BGH prüft möglichen Diskriminierungsschutz im Gesundheitswesen
Einer blinden Frau aus Nordrhein-Westfalen ist nach einer Knieoperation die Aufnahme in eine Rehaklinik verweigert worden. Die 72-Jährige wertet das als Benachteiligung wegen ihrer Sehbehinderung und hat den Fall bis vor den Bundesgerichtshof (BGH) getragen. Das Verfahren könnte weitreichende Bedeutung haben.
Im Zentrum steht die Frage, ob das Allgemeine Gleichbehandlungsgesetz (AGG) auch im Gesundheitswesen greift. Der BGH will seine Entscheidung am Donnerstag um 10.00 Uhr bekanntgeben.
Klägerin berichtet von schockierendem Erlebnis
Nach Angaben der Klägerin sagte ihr eine Chefärztin in der nordhessischen Einrichtung unmittelbar, man könne sie wegen ihrer Blindheit nicht aufnehmen. Renate S., die nicht mit vollem Namen auftreten möchte, schildert, sie sei über diese Behandlung fassungslos gewesen.
Nach ihrer Darstellung musste sie anschließend etwa vier Stunden auf den Rücktransport warten. In dieser Zeit habe ihr niemand Essen oder Getränke angeboten. Auch zur Toilette sei sie nicht begleitet worden, bis schließlich ein anderer Patient geholfen habe. Sie habe auf dem Flur gesessen und aus Verzweiflung geweint.
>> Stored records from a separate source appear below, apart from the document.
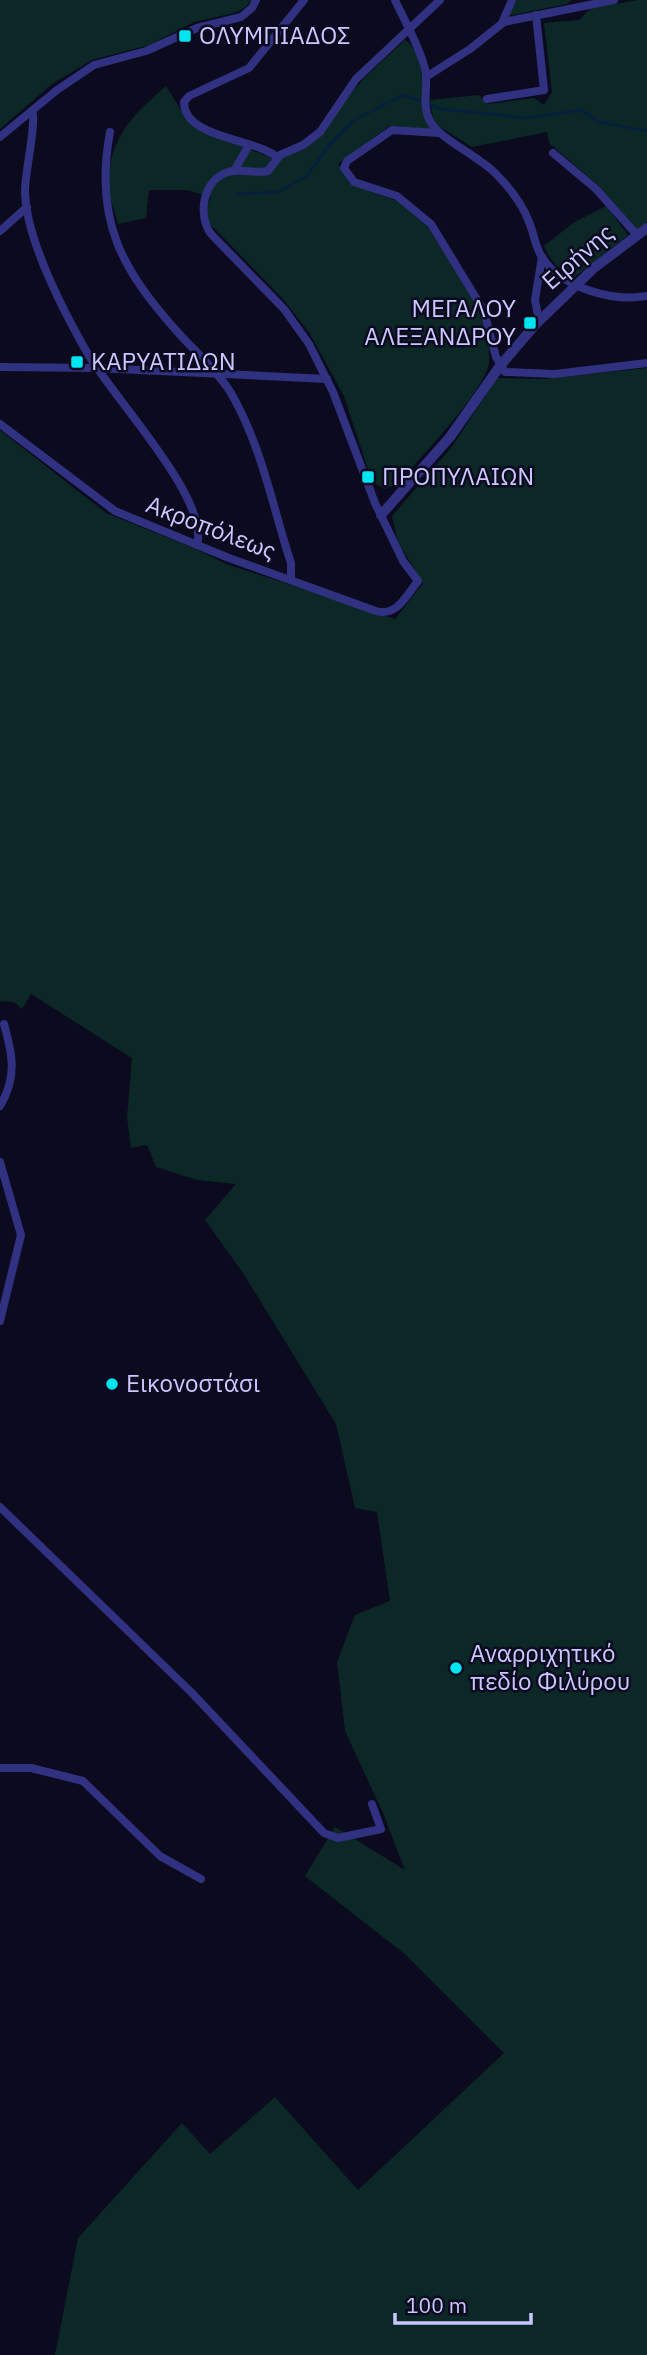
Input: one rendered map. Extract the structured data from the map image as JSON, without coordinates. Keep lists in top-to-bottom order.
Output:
{
  "streets": {
    "street": ["Ειρήνης", "Ακροπόλεως"]
  },
  "crossings": [
    ["Ειρήνης", "Ακροπόλεως"]
  ],
  "places": {
    "transit": [
      "ΟΛΥΜΠΙΑΔΟΣ",
      "ΜΕΓΑΛΟΥ ΑΛΕΞΑΝΔΡΟΥ",
      "ΚΑΡΥΑΤΙΔΩΝ",
      "ΠΡΟΠΥΛΑΙΩΝ"
    ],
    "other": ["Εικονοστάσι", "Αναρριχητικό πεδίο Φιλύρου"]
  },
  "scale_bar": "100 m"
}
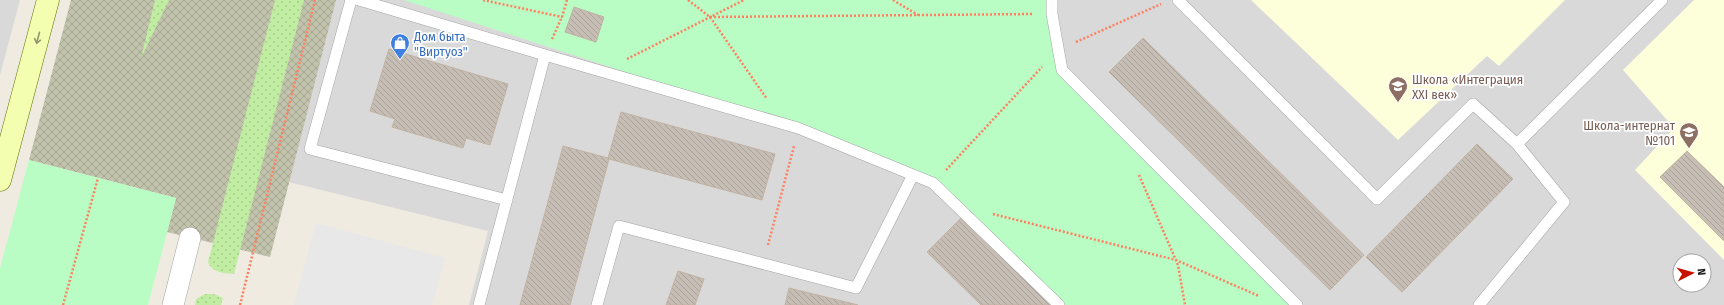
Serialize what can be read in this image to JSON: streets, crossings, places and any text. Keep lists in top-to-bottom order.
{
  "places": {
    "shop": ["Дом быта \"Виртуоз\""],
    "school or university": ["Школа «Интеграция XXI век»", "Школа-интернат №101"]
  },
  "north": "right"
}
Bisherige Gerichte sahen keinen AGG-Verstoß
Der Deutsche Blinden- und Sehbehindertenverband, der die Frau unterstützt, spricht von zahlreichen vergleichbaren Fällen in Arztpraxen, Kliniken und Reha-Einrichtungen. Betroffene stünden jedoch oft vor dem Problem, dass unklar sei, ob das AGG in diesem Bereich überhaupt anwendbar ist.

Genau daran scheiterte die Klage bislang. Sowohl das Amtsgericht Fritzlar als auch das Landgericht Kassel wiesen das Begehren der Frau zurück. Sie legte daraufhin Revision beim BGH ein. Vor zwei Wochen wurde der Fall in Karlsruhe mündlich verhandelt.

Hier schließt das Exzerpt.